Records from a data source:
══════════════════════════════

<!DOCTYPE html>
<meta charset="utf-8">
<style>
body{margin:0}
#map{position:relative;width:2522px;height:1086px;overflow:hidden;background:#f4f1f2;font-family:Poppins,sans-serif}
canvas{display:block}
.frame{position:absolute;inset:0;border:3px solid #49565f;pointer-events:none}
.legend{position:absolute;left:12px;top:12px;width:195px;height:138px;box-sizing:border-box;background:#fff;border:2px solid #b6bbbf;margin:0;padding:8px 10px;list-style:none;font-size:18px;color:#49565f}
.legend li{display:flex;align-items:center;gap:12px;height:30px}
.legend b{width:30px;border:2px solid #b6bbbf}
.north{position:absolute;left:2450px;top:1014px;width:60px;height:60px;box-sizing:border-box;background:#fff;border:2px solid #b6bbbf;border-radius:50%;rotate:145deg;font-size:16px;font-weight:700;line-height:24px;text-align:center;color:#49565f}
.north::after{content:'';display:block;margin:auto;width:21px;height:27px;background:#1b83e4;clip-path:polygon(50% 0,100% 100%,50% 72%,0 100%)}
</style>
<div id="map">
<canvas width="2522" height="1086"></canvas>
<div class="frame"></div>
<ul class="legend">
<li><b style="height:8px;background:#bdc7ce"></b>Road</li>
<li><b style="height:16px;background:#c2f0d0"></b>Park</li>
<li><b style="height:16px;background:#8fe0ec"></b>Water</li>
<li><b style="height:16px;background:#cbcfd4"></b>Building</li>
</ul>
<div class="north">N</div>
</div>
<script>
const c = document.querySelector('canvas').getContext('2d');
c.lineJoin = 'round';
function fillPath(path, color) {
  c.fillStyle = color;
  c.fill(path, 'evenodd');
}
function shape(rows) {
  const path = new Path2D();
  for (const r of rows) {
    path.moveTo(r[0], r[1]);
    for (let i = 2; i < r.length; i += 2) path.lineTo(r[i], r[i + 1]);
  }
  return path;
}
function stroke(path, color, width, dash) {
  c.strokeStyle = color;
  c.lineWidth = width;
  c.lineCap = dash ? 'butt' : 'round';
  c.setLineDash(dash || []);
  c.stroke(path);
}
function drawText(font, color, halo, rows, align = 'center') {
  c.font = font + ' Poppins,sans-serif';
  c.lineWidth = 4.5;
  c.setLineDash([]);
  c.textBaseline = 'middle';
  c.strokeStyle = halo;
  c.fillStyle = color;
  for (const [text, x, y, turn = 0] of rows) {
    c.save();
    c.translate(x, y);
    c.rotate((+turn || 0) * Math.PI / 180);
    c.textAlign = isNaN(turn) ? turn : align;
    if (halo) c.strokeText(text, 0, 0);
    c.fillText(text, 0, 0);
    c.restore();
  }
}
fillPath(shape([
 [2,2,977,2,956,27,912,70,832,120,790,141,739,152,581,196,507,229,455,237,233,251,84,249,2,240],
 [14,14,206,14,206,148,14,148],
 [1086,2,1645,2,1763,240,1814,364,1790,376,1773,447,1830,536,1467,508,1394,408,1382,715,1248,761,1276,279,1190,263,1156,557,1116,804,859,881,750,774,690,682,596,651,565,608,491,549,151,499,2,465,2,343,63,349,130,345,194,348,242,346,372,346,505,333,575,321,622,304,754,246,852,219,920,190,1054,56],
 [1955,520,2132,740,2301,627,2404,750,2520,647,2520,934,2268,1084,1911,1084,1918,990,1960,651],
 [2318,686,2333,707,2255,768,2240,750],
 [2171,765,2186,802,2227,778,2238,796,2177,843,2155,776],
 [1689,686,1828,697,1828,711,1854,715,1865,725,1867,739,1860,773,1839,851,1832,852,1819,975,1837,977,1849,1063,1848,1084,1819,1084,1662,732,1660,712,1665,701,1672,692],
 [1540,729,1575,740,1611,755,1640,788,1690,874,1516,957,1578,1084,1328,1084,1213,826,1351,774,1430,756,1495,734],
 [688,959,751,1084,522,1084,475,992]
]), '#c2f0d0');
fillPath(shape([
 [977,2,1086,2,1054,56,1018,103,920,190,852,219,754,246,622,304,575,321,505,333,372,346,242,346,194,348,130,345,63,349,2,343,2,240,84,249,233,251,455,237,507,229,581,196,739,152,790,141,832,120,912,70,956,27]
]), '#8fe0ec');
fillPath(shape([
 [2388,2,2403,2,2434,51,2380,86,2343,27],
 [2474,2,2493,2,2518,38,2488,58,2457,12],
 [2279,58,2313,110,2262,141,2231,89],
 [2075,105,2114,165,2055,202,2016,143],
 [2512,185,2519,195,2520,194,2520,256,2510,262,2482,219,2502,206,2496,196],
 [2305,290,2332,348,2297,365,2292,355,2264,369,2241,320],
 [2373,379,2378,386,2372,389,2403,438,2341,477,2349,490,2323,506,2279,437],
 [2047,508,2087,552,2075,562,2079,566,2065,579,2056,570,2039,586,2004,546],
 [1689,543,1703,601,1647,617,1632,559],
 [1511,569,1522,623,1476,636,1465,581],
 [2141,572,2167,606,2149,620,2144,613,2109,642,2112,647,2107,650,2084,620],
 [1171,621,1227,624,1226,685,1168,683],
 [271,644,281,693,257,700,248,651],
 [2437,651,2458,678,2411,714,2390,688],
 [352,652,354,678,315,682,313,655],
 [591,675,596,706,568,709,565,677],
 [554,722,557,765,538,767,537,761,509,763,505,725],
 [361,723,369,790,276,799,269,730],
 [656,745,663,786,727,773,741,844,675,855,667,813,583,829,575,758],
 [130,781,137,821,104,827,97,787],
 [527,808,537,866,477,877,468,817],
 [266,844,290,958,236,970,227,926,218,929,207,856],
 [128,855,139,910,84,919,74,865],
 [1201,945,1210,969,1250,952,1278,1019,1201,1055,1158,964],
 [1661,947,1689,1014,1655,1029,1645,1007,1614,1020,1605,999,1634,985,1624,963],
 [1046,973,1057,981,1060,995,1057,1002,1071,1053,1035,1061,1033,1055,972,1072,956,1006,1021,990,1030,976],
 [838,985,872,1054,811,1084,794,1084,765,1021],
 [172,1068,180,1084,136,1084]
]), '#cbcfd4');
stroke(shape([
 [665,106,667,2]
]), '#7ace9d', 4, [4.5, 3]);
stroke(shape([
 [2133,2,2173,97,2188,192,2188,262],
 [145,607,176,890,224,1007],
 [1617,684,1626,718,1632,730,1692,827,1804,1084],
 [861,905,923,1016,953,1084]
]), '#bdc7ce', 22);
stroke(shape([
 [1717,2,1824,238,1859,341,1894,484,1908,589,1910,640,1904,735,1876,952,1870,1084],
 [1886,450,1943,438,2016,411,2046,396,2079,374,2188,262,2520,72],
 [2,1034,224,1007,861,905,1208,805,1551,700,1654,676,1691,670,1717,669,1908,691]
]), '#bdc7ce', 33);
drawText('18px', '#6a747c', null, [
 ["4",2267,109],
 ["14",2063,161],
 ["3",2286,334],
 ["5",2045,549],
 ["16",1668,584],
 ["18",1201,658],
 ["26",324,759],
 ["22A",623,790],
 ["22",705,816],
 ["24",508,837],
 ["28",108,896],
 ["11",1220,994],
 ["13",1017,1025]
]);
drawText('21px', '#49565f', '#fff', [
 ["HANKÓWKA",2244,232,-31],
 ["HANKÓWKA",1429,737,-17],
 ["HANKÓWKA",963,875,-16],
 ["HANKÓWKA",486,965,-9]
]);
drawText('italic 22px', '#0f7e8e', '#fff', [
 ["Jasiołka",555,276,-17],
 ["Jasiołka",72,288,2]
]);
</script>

══════════════════════════════

Which lines of the data above contain the string "strokeStyle"? Copy each of them.

  c.strokeStyle = color;
  c.strokeStyle = halo;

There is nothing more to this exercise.